Australian wave made a significant appearance, with the Mix-Up tent featuring Peking Duk, Basenji, and a particularly on-point Wave Racer. Although the open-air tent wasn’t particularly conducive to daytime sets – dim enough to be seedy, not dark enough to effectively used projectors – Wordlife dropped a deeply appreciated set, culminating in a filthy-innocent inclusion of You Used To Fuck Me. Hot Dub Time Machine played an uninspired but bloody fun party set, highlights including a balloon drop for Nena and a forced audience crouch for House Of Pain.
For anyone who caught Group Love at Big Day Out earlier in the year, you know that they are worthy of their slot on the main stage at Splendour. They had the entire amphitheatre on their feet from their first song, I’m With You.
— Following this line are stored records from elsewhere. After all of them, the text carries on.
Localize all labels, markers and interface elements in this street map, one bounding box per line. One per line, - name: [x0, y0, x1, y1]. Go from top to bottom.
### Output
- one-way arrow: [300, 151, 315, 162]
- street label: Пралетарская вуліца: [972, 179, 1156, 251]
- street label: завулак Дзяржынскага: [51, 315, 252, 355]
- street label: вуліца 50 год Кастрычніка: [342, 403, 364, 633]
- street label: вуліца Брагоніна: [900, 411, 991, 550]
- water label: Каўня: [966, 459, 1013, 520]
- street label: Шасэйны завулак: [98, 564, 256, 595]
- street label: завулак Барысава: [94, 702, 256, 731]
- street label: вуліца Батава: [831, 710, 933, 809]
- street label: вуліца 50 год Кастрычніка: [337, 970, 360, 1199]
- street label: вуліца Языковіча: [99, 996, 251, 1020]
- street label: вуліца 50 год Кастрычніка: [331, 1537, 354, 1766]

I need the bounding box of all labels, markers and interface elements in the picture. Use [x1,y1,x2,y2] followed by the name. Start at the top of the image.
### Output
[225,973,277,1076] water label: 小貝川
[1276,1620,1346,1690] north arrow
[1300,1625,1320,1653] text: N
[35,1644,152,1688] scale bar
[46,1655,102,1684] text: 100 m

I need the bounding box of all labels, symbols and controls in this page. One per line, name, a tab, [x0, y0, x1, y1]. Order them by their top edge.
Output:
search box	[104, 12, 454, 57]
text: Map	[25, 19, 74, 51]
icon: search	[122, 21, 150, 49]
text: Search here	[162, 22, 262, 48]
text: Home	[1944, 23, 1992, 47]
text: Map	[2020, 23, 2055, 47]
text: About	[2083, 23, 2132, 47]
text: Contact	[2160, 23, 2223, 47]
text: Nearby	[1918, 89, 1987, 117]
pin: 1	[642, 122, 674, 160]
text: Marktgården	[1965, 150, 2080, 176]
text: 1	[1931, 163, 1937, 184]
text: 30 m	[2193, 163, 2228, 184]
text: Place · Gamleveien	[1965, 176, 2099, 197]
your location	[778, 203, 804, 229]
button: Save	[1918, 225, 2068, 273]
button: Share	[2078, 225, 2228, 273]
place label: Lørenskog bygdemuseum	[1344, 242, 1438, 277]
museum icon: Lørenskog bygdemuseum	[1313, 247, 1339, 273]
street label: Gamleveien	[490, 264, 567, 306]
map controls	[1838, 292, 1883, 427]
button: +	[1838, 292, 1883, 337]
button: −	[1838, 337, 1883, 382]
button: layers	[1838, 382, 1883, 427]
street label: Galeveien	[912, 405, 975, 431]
This is a band that breathes so much more life into their songs during their shows that despite what you think you’ve heard from them, you need to see them live.
Penultimate Saturday act FOALS were absolutely on-point, and often wordless – they opened with a math-rock instrumental, for instance – and delivered the kind of smart, pointillist music a Splendour crowd could still groove to. A sweaty, soulful Yannis Philipakkis did his band’s name justice, practically prancing across the stage in an incredibly energetic set that occasionally drifted from Vampire Weekend pop into DnB breaks.
For some reason, Foster The People broke out on stage to an underwhelming and disinterested audience. Frontman, Mark Foster, worked every inch of the stage as he led the band and tried his best to engage the uninterested crowd. It wasn’t until they closed the set with Pumped Up Kicks that everyone finally got up to dance and sing along. Put this down to them being placed before Lily Allen.
Festival circuit queen Lily Allen burst onto a stage full of illuminated milk bottles with back up dancers in tow. ‘Are you ready to close this fucking festival, Splendour?’ Allen asked, before jumping straight into Smile. The session band’s live interpretations of her radio-friendly pop suited the festival vibe perfectly and some what made some of her less popular songs more enjoyable. Despite continually talking about her camel toe and asking someone to throw her a fag, Allen seems to have matured her performance since last time she graced our shores in 2007.